◆ Instructions for the task:
Scan the entries for the word "fabs", and copy every line where it appears.
::::::::::
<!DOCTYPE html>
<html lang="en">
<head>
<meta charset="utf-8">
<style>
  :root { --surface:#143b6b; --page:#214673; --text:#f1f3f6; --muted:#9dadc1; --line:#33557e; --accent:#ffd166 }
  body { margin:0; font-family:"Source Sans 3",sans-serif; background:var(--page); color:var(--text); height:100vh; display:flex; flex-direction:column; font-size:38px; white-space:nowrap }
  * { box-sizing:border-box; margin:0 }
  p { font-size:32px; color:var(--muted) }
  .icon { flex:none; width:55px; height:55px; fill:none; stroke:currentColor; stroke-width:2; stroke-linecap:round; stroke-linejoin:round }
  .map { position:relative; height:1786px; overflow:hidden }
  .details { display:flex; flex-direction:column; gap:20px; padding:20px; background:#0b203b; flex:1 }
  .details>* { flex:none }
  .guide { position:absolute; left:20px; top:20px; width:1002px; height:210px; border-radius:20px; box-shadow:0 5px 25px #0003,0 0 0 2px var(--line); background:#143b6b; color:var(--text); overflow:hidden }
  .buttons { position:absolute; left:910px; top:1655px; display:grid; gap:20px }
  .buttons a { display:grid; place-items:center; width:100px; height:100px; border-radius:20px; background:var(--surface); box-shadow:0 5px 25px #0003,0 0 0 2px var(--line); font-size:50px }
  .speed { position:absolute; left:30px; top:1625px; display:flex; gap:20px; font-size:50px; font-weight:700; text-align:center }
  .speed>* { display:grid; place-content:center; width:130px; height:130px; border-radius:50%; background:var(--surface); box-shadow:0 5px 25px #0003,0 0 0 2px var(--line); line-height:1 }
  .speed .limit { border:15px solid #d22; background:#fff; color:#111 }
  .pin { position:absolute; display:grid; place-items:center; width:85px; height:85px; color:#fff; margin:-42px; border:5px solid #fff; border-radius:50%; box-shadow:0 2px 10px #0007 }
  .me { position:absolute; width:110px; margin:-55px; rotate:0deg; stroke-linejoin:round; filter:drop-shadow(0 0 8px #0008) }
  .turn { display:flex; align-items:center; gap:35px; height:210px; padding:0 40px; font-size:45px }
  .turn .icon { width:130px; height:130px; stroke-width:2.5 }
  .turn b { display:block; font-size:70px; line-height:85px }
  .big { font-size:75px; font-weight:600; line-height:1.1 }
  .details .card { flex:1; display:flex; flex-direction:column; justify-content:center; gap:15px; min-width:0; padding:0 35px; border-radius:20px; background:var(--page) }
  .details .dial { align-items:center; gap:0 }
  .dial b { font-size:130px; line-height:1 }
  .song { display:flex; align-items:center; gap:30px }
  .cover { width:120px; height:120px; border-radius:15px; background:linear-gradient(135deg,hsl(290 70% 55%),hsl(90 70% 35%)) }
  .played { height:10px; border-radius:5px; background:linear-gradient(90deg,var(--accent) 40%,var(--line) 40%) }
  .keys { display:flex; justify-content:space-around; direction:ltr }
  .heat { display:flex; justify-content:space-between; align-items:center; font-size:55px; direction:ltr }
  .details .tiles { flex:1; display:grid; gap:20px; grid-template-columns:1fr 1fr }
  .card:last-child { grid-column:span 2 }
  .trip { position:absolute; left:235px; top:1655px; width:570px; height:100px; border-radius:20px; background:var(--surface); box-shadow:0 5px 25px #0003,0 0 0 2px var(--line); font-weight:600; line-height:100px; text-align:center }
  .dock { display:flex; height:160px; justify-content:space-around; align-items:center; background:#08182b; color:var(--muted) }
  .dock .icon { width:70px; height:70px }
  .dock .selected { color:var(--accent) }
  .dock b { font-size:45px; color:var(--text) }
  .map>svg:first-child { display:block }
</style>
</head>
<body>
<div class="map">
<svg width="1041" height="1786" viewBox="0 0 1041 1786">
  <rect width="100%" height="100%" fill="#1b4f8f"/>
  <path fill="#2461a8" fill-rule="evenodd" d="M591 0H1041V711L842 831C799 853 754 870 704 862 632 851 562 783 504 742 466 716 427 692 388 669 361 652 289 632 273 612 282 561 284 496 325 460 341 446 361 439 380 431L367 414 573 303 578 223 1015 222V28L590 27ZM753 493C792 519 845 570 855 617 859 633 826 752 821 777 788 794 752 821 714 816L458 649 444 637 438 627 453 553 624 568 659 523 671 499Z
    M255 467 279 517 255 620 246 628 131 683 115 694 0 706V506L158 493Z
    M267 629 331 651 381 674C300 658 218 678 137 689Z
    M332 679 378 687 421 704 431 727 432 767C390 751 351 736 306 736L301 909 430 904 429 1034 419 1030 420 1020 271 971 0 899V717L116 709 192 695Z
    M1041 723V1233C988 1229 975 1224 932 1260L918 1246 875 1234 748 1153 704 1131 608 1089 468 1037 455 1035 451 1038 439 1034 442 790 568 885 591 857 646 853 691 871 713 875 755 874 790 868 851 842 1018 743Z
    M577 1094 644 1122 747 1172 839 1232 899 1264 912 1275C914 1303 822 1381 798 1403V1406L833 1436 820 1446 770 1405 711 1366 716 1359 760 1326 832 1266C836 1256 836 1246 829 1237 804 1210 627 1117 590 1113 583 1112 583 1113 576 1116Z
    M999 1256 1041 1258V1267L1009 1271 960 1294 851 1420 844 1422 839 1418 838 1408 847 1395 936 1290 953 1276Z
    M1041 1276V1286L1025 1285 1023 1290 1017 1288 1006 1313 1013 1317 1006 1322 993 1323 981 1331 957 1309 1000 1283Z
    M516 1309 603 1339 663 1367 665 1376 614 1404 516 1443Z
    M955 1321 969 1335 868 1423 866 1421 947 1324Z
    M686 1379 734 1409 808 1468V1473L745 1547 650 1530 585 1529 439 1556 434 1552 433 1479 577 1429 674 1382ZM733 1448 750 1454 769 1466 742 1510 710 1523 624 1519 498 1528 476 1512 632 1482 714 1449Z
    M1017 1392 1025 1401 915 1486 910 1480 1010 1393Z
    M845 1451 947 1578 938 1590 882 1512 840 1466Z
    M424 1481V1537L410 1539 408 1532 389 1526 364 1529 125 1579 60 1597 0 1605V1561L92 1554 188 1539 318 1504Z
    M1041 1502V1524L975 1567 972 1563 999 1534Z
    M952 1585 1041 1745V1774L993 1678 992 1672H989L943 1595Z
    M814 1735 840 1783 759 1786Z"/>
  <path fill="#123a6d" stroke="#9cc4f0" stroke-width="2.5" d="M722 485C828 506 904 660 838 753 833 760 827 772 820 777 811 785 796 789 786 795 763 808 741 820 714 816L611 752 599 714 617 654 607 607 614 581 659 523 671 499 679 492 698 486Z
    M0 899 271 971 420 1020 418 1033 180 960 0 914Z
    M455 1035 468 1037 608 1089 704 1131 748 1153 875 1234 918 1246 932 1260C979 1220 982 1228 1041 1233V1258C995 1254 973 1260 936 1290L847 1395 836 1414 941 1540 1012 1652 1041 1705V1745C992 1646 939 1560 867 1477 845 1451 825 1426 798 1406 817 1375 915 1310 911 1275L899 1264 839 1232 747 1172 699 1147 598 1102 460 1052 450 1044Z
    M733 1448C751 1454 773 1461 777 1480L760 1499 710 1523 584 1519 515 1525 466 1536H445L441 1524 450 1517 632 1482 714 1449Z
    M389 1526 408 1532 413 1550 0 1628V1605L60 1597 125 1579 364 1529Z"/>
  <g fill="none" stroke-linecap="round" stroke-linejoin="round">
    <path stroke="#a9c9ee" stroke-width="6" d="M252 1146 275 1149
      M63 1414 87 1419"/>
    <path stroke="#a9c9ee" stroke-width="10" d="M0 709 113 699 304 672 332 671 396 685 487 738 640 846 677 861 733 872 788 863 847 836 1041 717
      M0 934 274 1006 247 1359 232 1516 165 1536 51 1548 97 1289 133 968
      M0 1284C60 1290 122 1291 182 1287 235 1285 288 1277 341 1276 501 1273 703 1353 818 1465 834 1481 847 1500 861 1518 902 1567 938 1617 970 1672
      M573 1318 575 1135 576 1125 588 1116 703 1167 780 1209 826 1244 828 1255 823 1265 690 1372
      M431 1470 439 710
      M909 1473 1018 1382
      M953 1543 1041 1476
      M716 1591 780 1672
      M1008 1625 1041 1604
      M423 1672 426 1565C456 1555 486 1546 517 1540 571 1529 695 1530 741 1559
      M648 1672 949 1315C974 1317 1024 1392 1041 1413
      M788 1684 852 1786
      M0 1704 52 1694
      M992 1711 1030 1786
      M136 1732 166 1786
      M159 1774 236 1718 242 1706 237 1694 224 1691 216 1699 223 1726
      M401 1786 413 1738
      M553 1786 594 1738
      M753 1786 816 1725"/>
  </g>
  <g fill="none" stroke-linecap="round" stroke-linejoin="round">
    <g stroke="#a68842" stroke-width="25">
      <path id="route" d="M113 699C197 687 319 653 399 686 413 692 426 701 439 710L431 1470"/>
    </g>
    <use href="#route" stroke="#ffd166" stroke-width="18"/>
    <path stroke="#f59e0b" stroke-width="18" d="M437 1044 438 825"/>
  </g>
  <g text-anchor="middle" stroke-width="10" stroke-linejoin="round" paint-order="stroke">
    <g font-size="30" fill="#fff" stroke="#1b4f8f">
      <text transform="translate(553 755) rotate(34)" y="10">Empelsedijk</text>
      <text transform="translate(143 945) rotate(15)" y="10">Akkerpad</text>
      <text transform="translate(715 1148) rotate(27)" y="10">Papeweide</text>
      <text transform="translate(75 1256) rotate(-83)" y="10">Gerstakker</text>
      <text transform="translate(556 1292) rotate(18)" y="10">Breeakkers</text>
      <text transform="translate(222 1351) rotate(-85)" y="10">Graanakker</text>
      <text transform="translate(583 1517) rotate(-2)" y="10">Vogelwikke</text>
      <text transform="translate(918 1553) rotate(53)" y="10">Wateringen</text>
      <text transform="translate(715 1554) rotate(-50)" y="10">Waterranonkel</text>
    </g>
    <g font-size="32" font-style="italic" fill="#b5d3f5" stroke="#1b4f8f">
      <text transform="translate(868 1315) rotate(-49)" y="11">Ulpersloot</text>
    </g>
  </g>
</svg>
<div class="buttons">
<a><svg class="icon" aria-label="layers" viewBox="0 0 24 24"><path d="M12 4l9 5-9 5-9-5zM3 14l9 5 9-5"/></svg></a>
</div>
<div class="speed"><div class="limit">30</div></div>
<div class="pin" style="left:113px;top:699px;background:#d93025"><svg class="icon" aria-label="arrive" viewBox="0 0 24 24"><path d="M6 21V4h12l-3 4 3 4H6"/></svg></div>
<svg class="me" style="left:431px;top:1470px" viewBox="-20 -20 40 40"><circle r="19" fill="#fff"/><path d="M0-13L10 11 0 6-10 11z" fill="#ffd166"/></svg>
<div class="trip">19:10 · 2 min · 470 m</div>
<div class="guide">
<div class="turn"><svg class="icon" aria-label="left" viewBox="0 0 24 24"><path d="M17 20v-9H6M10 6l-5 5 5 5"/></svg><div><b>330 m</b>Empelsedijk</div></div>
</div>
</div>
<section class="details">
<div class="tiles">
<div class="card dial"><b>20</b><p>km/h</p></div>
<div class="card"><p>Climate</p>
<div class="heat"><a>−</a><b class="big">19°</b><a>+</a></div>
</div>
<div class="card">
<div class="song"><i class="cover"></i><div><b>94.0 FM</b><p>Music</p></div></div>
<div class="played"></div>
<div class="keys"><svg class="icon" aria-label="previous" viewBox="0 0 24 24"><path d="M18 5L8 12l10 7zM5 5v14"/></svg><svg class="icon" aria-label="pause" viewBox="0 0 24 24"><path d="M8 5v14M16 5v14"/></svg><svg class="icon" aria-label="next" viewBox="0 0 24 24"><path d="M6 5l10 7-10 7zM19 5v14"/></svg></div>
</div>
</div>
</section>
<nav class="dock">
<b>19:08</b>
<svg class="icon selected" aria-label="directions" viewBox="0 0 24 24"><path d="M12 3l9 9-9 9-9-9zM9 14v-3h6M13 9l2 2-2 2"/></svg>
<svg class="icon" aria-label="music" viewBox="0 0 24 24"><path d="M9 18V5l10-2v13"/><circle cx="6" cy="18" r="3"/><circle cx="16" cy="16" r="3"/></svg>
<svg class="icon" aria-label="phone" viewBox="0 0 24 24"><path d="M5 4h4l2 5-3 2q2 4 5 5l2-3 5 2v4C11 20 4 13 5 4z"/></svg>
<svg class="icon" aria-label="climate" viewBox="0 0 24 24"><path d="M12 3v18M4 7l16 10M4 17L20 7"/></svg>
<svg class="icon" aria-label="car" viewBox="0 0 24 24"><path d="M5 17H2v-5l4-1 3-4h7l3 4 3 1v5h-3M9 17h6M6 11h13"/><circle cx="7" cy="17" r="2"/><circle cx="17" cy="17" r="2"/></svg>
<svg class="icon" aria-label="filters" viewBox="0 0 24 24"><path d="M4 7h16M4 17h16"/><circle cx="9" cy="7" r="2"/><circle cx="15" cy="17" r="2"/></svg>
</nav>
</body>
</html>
::::::::::
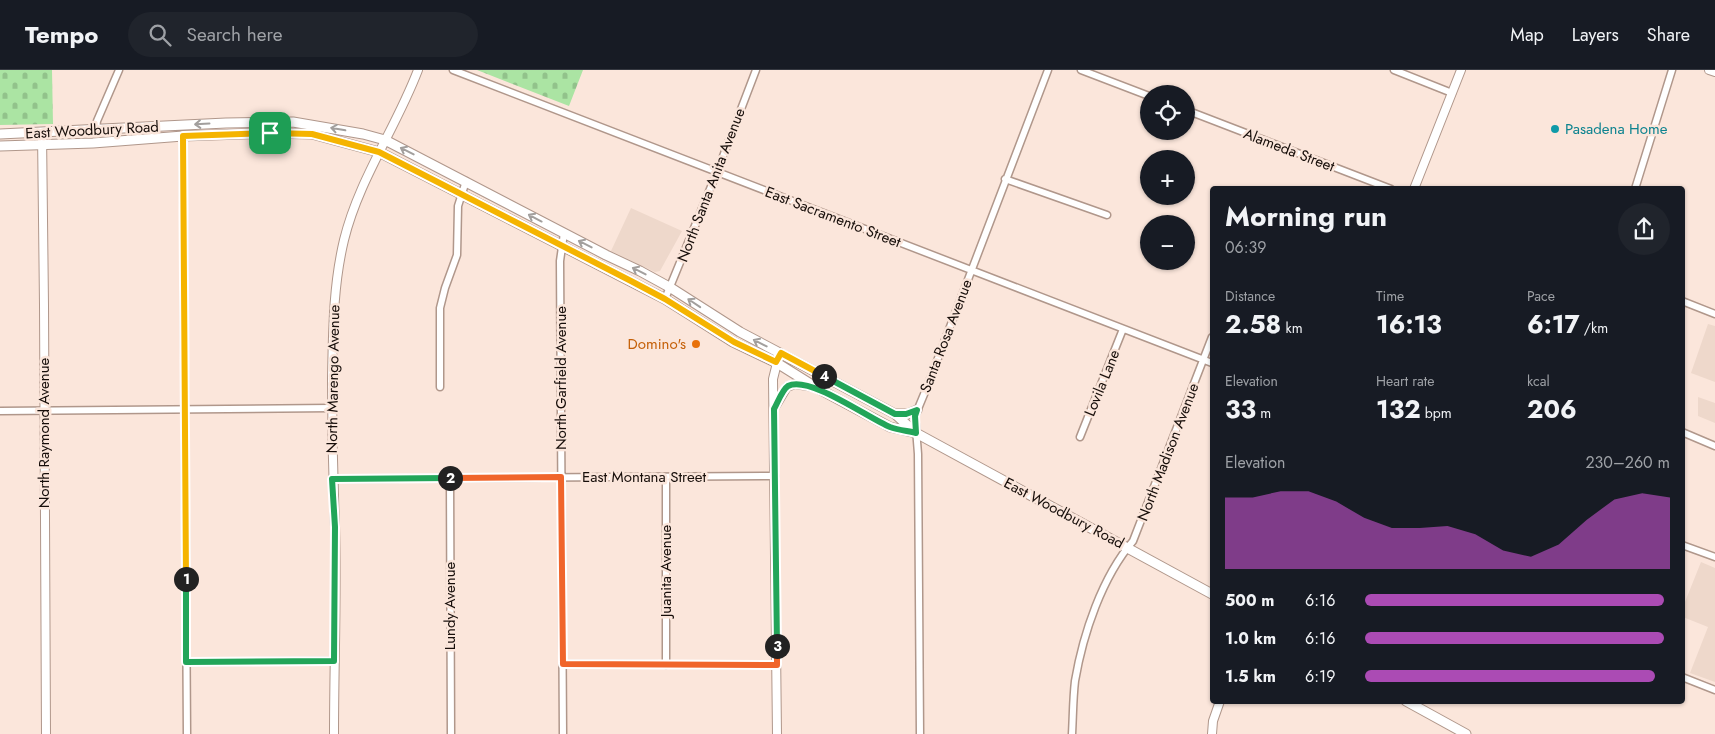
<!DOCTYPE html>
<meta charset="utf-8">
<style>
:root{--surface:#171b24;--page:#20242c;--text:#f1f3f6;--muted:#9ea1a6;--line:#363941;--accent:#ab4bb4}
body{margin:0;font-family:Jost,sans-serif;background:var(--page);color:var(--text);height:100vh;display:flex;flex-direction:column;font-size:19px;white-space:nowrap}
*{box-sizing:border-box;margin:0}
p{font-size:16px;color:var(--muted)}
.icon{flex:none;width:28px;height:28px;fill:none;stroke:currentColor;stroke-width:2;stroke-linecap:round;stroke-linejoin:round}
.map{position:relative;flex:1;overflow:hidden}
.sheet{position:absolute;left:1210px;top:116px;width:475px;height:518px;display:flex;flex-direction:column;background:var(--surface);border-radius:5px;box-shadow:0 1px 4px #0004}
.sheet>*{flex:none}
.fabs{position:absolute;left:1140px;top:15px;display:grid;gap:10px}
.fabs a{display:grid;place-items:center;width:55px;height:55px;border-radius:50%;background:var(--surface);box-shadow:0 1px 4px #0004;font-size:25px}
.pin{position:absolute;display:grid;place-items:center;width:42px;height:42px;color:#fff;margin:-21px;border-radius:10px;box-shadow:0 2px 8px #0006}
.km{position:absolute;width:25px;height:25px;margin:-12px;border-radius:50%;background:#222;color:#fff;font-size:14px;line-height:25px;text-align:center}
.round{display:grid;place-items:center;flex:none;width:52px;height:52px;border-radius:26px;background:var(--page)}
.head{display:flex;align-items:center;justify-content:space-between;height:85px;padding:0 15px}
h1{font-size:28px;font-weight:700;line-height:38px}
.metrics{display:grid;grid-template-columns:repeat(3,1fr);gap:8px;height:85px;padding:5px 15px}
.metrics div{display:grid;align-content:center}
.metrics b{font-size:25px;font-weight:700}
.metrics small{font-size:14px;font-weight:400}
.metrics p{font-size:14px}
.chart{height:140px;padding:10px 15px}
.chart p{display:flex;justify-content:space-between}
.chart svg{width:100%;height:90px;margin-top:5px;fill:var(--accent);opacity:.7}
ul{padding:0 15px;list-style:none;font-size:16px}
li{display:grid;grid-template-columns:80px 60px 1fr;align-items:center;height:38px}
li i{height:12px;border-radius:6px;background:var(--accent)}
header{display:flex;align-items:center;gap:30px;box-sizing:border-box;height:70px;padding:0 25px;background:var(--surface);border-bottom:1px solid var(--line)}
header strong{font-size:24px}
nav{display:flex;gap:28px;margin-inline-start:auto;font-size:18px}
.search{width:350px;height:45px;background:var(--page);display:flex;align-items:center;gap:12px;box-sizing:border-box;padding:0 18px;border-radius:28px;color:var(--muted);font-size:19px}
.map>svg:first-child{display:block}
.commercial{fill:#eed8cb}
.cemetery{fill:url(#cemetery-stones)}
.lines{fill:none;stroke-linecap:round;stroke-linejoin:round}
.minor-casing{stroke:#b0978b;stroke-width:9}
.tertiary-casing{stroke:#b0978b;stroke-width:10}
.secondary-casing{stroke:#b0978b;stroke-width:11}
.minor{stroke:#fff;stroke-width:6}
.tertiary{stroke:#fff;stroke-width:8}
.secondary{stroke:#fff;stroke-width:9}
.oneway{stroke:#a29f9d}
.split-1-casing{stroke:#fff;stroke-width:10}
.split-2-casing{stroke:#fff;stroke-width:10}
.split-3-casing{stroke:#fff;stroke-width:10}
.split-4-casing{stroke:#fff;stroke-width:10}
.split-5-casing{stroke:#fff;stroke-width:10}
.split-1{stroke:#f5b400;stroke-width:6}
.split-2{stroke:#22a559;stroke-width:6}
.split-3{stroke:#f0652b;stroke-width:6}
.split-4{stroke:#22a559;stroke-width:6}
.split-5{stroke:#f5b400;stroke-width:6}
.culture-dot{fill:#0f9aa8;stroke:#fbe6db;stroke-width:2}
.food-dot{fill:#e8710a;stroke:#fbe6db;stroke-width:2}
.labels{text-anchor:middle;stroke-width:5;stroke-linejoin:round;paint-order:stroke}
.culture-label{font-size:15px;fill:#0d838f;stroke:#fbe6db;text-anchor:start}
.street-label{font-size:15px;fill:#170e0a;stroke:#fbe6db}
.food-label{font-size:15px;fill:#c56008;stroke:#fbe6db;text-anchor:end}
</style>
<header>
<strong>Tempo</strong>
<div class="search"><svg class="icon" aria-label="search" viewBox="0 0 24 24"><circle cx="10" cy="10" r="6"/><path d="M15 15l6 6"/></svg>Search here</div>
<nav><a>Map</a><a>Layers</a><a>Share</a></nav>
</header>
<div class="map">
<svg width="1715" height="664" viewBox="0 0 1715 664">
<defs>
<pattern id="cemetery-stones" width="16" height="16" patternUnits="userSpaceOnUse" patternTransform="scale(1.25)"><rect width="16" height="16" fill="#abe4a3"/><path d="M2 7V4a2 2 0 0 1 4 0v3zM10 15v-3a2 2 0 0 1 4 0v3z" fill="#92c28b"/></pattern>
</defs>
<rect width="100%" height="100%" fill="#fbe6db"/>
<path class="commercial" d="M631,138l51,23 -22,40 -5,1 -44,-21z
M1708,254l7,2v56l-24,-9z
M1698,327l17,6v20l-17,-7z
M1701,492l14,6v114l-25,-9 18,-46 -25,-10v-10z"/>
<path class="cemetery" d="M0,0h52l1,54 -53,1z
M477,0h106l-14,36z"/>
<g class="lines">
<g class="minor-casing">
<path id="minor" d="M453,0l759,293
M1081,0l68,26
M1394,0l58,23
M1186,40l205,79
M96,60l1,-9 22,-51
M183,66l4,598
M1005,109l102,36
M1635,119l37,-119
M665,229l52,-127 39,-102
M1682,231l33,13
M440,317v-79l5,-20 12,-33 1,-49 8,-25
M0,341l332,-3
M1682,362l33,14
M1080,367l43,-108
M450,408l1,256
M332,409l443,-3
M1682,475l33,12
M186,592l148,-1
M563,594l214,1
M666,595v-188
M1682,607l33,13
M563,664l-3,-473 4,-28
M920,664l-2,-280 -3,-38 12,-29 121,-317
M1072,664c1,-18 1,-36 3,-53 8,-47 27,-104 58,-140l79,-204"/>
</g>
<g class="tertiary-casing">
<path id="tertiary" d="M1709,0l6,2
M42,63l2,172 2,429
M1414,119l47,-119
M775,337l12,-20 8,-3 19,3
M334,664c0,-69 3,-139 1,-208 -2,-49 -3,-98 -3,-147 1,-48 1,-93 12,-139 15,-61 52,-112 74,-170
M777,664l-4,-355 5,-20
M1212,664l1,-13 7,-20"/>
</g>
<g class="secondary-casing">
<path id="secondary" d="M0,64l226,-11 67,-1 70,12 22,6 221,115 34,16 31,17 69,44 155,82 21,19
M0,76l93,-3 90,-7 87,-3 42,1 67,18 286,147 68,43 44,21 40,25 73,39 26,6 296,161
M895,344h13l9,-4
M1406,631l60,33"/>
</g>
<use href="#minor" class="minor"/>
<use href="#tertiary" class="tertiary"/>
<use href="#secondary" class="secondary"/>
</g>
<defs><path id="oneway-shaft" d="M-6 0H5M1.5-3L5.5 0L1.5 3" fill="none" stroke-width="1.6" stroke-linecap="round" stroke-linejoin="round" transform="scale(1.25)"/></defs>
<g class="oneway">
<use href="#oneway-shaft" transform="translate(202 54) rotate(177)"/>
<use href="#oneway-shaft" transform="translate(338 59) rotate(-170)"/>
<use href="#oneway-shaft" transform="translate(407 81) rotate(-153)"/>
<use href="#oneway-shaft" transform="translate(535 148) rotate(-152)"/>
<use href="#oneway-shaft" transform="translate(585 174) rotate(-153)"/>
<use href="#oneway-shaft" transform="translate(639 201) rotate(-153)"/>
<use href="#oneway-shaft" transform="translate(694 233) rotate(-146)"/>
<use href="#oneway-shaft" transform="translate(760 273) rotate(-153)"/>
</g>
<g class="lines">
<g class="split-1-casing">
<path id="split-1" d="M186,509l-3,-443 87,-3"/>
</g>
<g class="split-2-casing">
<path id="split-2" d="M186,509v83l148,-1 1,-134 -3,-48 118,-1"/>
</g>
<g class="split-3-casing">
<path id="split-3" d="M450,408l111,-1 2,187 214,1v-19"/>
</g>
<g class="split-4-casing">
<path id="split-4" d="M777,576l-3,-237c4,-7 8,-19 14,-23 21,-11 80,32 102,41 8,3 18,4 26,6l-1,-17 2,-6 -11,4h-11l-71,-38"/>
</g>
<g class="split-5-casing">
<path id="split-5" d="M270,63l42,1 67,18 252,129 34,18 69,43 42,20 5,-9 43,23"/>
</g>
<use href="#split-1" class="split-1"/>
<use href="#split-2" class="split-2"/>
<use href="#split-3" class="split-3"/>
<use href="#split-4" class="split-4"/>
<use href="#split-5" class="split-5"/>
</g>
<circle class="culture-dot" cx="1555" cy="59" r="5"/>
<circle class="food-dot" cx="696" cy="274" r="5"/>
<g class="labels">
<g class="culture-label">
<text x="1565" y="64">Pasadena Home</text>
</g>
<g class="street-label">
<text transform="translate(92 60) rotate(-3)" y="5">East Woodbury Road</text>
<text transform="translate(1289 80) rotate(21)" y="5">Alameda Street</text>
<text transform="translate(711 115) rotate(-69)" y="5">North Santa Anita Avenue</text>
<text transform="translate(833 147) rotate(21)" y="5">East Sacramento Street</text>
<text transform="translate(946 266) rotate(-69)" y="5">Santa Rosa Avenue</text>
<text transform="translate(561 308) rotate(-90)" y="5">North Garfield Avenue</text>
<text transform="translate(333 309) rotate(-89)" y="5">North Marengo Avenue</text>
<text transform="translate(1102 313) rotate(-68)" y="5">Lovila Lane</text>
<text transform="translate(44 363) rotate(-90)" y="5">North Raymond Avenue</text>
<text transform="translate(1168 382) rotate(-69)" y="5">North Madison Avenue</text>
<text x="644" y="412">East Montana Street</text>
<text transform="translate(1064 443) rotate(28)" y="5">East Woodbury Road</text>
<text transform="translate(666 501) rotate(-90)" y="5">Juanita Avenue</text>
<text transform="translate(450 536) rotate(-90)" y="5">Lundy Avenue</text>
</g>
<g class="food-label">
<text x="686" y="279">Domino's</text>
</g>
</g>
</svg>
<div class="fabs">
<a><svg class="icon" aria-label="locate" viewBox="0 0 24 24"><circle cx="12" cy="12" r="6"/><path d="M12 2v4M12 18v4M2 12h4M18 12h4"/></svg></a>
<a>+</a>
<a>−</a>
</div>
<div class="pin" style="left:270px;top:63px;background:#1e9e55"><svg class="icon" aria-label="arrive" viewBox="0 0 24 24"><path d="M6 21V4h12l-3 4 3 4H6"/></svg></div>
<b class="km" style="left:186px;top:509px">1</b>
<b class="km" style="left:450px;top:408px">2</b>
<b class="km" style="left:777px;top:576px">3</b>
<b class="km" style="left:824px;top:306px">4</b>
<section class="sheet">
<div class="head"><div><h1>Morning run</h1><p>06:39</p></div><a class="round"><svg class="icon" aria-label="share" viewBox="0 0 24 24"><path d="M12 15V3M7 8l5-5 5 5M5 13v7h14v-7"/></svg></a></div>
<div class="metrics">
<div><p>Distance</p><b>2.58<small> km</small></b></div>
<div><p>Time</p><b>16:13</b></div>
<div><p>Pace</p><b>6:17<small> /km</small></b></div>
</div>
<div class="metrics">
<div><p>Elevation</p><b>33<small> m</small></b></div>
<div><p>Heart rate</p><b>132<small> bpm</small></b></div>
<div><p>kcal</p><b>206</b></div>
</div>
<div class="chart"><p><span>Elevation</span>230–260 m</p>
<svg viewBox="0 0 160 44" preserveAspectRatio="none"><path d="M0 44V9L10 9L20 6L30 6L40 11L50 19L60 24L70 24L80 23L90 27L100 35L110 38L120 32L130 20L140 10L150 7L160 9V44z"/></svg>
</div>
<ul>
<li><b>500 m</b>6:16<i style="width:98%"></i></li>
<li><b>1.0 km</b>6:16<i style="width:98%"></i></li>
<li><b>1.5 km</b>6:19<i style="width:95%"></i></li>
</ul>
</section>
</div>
::::::::::
◆ Result of the task:
.fabs{position:absolute;left:1140px;top:15px;display:grid;gap:10px}
.fabs a{display:grid;place-items:center;width:55px;height:55px;border-radius:50%;background:var(--surface);box-shadow:0 1px 4px #0004;font-size:25px}
<div class="fabs">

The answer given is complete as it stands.